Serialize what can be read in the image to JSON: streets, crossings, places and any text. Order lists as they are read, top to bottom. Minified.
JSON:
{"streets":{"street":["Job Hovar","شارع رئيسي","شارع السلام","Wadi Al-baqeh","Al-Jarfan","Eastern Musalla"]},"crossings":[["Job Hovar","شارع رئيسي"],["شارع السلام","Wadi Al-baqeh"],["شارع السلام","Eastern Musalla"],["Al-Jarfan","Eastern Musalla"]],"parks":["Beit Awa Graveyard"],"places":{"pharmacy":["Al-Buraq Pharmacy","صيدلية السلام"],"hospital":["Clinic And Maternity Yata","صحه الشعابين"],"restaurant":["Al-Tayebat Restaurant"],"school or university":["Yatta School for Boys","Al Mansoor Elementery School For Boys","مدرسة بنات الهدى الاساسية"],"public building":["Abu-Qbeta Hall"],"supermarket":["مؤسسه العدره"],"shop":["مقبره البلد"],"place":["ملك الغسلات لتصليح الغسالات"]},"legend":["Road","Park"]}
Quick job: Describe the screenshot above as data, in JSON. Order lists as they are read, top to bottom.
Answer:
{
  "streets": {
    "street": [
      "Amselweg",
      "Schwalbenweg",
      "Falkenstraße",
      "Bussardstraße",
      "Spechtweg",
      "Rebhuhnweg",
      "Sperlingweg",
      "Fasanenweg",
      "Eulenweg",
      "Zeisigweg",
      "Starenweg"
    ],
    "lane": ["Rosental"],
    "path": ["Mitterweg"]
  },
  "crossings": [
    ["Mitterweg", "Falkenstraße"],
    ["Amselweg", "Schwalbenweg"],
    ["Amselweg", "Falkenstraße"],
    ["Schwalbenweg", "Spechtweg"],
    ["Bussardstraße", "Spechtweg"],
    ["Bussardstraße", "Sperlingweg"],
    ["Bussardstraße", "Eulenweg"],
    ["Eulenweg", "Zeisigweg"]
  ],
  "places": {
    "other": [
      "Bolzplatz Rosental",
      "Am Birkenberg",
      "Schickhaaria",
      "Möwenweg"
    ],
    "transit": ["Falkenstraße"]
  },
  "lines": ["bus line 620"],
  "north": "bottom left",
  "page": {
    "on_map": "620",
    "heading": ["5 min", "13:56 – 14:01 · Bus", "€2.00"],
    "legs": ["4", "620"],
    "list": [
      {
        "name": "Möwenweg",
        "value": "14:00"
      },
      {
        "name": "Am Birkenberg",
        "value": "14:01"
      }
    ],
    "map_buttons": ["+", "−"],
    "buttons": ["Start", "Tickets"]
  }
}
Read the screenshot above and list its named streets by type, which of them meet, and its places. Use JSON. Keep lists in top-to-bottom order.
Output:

+--

> Exercise aim: Across the listing above, how many lines include the string "screenshot"? Answer with a single number.

> Answer for this exercise: 2